Jetzt hat der EuGH am vergangenen Donnerstag ein Urteil (C-586/10, Pressemitteilung) gefällt, dass bei der oberflächlichen Lektüre der Überschriften in der Presse wohl Arbeitgeber frohlocken und Arbeitnehmer und Betriebsräte aufstöhnen lässt. Der EuGH gab nämlich einer Praxis seinen Segen, bei der eine Arbeitnehmerin innerhalb von 11 Jahren 13 Arbeitsverträge in Reihe mit Sachgrundbefristung erhielt. Das Besondere daran war der Umstand, dass der Sachgrund nicht im vorübergehenden Personalbedarf lag, sondern ein dauerhaft bestehender Vertretungsbedarf für verschiedene Arbeitnehmer bestand. Hier könnte man durchaus zu der Ansicht gelangen, dass diese dauerhaften Vertretungen in der Organisationsform des Springers von einem unbefristeten Arbeitnehmer zu leisten seien.
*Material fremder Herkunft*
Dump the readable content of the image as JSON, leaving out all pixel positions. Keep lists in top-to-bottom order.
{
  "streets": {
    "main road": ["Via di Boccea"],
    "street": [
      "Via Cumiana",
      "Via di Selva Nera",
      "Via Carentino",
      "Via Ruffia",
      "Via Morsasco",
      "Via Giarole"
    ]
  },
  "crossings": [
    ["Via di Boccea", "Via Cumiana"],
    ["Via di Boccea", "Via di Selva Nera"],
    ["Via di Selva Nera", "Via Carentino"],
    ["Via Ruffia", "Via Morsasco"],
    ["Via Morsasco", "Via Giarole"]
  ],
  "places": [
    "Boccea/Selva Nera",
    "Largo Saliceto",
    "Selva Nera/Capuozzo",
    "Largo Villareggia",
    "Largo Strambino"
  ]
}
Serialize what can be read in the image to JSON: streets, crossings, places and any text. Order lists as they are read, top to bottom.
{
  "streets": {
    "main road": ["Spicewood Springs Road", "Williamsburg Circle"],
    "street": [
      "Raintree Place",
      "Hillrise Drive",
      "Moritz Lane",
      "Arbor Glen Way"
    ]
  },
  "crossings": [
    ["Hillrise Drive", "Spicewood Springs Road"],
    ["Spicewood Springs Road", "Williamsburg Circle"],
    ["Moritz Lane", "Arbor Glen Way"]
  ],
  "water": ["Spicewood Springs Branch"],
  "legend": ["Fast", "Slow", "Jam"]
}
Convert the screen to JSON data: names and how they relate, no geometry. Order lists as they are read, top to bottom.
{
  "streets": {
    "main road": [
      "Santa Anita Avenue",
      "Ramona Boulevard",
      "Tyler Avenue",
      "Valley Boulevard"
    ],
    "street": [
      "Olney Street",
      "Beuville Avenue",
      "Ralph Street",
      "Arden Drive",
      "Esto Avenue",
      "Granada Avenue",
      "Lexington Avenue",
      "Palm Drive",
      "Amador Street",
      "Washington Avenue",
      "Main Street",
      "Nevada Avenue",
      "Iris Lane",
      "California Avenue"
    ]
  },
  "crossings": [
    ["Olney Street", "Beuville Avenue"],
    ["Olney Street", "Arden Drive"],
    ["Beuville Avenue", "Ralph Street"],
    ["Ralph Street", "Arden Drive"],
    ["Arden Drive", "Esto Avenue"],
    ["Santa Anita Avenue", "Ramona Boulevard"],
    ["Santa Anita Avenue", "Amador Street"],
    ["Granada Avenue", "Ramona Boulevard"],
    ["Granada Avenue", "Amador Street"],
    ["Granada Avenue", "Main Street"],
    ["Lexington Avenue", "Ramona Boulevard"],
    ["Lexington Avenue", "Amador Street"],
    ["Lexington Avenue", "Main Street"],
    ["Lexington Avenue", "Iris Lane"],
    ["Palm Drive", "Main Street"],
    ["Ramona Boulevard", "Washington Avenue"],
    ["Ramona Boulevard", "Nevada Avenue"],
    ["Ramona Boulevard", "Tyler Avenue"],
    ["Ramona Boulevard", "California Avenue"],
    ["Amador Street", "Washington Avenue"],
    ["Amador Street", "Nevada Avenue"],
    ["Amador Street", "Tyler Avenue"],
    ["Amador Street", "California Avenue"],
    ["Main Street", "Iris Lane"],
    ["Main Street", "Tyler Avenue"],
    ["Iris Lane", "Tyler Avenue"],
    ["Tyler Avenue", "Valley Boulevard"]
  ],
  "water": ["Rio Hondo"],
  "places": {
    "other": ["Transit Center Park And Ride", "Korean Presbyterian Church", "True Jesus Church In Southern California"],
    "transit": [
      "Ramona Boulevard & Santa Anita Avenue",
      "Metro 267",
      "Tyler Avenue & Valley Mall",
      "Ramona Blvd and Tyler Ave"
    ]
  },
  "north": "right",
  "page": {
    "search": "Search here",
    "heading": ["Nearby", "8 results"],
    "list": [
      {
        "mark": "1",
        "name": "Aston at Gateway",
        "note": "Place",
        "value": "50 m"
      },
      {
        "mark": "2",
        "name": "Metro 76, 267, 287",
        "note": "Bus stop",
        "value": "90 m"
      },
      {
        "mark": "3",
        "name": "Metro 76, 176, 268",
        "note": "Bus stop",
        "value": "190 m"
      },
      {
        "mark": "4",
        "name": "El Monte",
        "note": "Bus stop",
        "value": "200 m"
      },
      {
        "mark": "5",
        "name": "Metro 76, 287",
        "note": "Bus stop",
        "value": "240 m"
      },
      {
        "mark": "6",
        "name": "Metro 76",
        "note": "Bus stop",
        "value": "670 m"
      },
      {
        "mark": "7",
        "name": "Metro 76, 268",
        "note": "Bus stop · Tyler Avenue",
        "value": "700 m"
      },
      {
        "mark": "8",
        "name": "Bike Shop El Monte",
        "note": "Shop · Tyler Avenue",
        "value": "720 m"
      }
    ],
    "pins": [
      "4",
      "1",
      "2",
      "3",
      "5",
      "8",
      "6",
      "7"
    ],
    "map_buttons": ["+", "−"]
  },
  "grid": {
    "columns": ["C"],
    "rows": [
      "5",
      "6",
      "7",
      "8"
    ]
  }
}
Der EuGH macht jedoch Auflagen, die die spontane Einschätzung deutlich revidieren lassen:
„Bei der Beurteilung der Frage, ob die Verlängerung eines befristeten Arbeitsvertrags im Einzelfall durch einen sachlichen Grund wie den vorübergehenden Bedarf an Vertretungskräften gerechtfertigt ist, müssen die nationalen Behörden jedoch alle Umstände dieses Einzelfalls einschließlich der Zahl und der Gesamtdauer der in der Vergangenheit mit demselben Arbeitgeber geschlossenen befristeten Verträge berücksichtigen.“

Damit muss nun nicht mehr nur der letzte Arbeitsvertrag bei der Prüfung hinzugezogen werden, sondern alle bisherigen Verträge. Ob dies in der Praxis den Arbeitsvertragsparteien und den Betriebspartnern hilft, bei unterschiedlicher Einschätzung ohne gerichtliche Hilfe auszukommen, erscheint mehr als fraglich.

Arbeitgeber werden weiterhin sorgfältig prüfen müssen, ob ein zulässiger Befristungsgrund vorliegt. Weiterhin besteht für sie das Risiko, dass bei allzu optimistischer eigener Einschätzung der Arbeitnehmer gute Chancen hat, sich einen unbefristeten Arbeitsplatz zu sichern.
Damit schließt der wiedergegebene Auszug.